# EXERCISE GOAL:
Lines from the top of the entries through the line that has "flex:none; width:38px; height:38px;" must be duplicated exactly, and no others.

(Collected data)

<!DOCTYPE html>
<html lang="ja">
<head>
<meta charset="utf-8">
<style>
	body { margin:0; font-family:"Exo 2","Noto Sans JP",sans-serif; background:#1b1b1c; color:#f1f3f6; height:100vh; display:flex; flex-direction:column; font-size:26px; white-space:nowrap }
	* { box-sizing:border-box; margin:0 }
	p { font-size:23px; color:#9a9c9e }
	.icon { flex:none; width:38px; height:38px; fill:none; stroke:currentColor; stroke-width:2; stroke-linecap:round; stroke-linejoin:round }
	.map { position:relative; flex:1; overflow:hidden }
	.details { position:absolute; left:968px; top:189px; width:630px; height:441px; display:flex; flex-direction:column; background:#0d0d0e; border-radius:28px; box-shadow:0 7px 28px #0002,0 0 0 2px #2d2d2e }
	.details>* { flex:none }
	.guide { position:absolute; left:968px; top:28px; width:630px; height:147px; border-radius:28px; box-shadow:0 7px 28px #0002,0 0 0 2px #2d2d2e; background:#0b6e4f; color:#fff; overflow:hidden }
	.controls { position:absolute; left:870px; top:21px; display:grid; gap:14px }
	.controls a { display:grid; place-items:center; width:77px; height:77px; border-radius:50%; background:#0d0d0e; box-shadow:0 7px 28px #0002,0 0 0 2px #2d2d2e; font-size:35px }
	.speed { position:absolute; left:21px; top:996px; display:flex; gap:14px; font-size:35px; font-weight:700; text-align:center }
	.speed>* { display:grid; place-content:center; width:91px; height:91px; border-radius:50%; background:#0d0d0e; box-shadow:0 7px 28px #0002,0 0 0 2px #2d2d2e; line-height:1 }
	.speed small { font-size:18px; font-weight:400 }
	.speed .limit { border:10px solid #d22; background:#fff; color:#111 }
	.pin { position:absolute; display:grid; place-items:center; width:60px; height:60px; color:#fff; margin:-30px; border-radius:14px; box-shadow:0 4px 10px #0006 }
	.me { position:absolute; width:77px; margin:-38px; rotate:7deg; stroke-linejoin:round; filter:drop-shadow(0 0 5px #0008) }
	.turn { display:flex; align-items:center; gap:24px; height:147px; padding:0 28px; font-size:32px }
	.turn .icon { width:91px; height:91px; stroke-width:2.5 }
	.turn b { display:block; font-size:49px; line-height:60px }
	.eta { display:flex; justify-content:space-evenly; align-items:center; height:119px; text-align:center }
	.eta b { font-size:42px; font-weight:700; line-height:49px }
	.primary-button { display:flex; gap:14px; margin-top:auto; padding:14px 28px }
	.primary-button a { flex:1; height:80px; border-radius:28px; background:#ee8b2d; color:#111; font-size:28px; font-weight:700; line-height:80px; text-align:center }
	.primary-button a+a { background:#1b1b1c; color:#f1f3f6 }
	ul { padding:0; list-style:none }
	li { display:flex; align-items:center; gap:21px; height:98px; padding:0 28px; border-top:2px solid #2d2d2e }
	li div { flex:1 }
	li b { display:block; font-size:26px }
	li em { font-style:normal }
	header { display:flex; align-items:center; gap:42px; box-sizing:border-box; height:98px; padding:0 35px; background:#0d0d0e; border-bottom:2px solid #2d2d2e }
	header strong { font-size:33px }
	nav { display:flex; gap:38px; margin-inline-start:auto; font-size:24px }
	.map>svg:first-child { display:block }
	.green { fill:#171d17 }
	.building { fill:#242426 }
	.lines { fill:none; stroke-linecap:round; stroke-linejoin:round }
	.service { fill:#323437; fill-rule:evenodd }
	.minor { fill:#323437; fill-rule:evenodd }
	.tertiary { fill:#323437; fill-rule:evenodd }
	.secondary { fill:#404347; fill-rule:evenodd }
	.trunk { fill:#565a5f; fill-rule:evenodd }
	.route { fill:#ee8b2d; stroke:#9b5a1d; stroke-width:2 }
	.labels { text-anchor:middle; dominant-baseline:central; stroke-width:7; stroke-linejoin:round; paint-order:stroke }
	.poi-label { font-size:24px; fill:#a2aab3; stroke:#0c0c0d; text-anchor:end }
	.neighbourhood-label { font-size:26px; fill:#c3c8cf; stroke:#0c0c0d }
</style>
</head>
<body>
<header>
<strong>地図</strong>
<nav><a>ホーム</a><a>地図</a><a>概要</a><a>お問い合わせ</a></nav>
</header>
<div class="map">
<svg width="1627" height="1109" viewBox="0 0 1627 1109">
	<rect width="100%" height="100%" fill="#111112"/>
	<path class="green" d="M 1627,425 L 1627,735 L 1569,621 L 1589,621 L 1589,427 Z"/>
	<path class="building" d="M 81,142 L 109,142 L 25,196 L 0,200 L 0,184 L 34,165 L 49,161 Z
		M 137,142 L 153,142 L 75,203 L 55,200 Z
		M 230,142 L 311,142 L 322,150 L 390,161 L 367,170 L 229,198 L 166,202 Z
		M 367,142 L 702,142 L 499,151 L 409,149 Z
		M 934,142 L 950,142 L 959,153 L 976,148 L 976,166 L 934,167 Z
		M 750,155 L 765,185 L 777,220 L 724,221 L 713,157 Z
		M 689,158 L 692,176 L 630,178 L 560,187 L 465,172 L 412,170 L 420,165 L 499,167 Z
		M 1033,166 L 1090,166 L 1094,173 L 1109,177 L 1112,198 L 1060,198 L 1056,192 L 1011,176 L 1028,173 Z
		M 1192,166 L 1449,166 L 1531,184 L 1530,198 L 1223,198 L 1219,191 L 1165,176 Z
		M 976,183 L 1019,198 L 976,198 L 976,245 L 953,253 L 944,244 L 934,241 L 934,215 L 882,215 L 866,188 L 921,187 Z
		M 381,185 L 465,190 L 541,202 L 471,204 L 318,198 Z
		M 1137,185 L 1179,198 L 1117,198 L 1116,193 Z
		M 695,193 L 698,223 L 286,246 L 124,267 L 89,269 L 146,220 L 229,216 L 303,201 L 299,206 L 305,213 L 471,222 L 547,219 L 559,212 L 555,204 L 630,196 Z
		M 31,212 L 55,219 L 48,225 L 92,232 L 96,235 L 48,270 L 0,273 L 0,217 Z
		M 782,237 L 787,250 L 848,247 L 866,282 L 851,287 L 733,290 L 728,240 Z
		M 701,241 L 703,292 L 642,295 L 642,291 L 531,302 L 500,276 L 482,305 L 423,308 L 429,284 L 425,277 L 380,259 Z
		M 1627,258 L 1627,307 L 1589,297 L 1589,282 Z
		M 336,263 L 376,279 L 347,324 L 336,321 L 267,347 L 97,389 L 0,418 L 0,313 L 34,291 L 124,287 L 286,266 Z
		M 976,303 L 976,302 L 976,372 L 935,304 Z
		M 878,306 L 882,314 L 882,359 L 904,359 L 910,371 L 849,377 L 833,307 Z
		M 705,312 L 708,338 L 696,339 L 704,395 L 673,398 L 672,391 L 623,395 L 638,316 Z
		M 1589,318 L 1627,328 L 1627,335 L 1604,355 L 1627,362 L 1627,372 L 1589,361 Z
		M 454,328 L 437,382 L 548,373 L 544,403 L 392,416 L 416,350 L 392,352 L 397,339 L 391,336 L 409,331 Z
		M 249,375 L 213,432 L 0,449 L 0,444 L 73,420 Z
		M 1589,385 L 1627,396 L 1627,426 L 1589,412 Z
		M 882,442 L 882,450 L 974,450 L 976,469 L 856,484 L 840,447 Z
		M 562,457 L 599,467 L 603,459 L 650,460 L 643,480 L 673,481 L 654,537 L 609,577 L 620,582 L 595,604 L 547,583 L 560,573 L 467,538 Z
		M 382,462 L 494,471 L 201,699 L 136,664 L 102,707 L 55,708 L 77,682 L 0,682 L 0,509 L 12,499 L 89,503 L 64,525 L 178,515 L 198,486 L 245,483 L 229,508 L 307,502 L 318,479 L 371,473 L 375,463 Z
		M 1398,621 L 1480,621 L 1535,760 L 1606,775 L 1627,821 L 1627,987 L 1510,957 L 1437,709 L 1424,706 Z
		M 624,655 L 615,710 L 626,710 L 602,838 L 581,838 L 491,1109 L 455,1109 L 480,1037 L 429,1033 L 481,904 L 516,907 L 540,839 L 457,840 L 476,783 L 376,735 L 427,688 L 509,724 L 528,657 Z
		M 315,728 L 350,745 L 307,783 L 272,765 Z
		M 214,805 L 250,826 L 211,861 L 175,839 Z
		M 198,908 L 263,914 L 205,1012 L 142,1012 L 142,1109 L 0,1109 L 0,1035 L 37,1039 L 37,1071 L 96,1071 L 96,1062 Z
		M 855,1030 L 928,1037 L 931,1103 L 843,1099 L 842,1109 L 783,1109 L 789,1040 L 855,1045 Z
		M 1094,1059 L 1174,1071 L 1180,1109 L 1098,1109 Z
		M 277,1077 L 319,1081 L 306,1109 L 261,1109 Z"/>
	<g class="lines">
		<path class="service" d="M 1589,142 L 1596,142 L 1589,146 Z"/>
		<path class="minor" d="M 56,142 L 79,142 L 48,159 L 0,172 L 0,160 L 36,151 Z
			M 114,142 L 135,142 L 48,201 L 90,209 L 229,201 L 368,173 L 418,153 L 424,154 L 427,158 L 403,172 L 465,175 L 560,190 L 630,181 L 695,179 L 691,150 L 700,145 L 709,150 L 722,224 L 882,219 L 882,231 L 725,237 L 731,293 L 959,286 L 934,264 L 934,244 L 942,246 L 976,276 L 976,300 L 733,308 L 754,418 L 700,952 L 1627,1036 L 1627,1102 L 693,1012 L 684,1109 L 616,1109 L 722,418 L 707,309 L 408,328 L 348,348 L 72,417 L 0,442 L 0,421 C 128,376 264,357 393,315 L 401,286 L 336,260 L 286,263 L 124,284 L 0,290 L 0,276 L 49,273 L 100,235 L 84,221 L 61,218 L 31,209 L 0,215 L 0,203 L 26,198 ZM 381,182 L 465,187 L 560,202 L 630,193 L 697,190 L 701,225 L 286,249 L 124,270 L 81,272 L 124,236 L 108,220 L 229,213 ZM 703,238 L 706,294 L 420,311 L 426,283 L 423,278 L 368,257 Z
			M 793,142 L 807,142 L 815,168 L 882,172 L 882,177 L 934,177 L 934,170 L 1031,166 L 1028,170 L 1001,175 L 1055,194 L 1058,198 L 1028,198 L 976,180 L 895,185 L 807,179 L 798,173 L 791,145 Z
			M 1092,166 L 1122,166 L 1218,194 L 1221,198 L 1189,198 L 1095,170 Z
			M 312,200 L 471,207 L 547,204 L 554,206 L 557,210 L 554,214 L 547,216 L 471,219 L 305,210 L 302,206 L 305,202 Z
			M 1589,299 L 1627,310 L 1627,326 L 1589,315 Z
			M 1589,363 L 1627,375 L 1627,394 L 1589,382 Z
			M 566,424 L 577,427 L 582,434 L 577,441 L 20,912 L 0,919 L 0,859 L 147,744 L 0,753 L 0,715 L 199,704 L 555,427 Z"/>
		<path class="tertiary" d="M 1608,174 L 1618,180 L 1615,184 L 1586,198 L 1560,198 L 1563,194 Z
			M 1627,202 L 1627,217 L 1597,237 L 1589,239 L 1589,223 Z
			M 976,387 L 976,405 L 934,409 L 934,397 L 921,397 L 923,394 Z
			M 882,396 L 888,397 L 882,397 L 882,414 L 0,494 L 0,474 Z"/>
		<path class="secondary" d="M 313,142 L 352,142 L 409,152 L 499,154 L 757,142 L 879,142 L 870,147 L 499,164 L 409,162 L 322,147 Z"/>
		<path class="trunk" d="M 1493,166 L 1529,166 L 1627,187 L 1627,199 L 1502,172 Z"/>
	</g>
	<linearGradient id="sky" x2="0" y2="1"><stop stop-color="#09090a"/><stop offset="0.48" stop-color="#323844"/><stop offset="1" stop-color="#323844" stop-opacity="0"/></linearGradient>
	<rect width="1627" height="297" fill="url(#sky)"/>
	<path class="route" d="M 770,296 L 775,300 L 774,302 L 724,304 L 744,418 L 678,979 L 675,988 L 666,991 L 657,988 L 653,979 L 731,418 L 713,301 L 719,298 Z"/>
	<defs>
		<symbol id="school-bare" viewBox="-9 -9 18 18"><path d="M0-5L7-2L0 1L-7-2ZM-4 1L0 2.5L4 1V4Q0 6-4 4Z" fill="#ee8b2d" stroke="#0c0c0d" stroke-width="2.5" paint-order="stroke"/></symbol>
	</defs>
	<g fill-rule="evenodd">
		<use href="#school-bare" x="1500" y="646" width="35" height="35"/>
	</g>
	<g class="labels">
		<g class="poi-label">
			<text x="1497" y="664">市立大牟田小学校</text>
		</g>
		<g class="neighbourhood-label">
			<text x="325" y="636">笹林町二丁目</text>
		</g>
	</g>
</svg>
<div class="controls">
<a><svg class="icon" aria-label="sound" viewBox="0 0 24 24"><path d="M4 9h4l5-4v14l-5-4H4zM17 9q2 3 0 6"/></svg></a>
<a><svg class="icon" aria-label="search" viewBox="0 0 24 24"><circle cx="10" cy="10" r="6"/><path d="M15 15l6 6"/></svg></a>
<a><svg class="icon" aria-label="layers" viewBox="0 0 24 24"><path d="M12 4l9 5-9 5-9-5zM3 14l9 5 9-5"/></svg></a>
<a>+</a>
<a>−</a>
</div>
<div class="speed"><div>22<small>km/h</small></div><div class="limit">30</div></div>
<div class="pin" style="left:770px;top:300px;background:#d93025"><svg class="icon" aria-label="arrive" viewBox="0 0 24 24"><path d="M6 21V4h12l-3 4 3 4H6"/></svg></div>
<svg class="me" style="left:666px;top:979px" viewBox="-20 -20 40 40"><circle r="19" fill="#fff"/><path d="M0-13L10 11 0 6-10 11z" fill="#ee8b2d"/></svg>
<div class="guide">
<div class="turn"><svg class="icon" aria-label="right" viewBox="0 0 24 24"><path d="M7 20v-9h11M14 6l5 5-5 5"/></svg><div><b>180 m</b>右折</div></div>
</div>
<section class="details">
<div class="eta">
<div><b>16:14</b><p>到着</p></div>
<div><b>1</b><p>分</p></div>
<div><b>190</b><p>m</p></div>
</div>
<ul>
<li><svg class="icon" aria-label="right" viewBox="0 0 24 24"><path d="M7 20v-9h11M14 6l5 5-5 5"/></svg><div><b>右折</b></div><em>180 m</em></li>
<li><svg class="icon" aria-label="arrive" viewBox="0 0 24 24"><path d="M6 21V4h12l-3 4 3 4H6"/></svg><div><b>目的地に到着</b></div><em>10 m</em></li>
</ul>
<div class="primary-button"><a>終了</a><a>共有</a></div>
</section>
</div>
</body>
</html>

# SOLUTION TO THE PROBLEM:
<!DOCTYPE html>
<html lang="ja">
<head>
<meta charset="utf-8">
<style>
	body { margin:0; font-family:"Exo 2","Noto Sans JP",sans-serif; background:#1b1b1c; color:#f1f3f6; height:100vh; display:flex; flex-direction:column; font-size:26px; white-space:nowrap }
	* { box-sizing:border-box; margin:0 }
	p { font-size:23px; color:#9a9c9e }
	.icon { flex:none; width:38px; height:38px; fill:none; stroke:currentColor; stroke-width:2; stroke-linecap:round; stroke-linejoin:round }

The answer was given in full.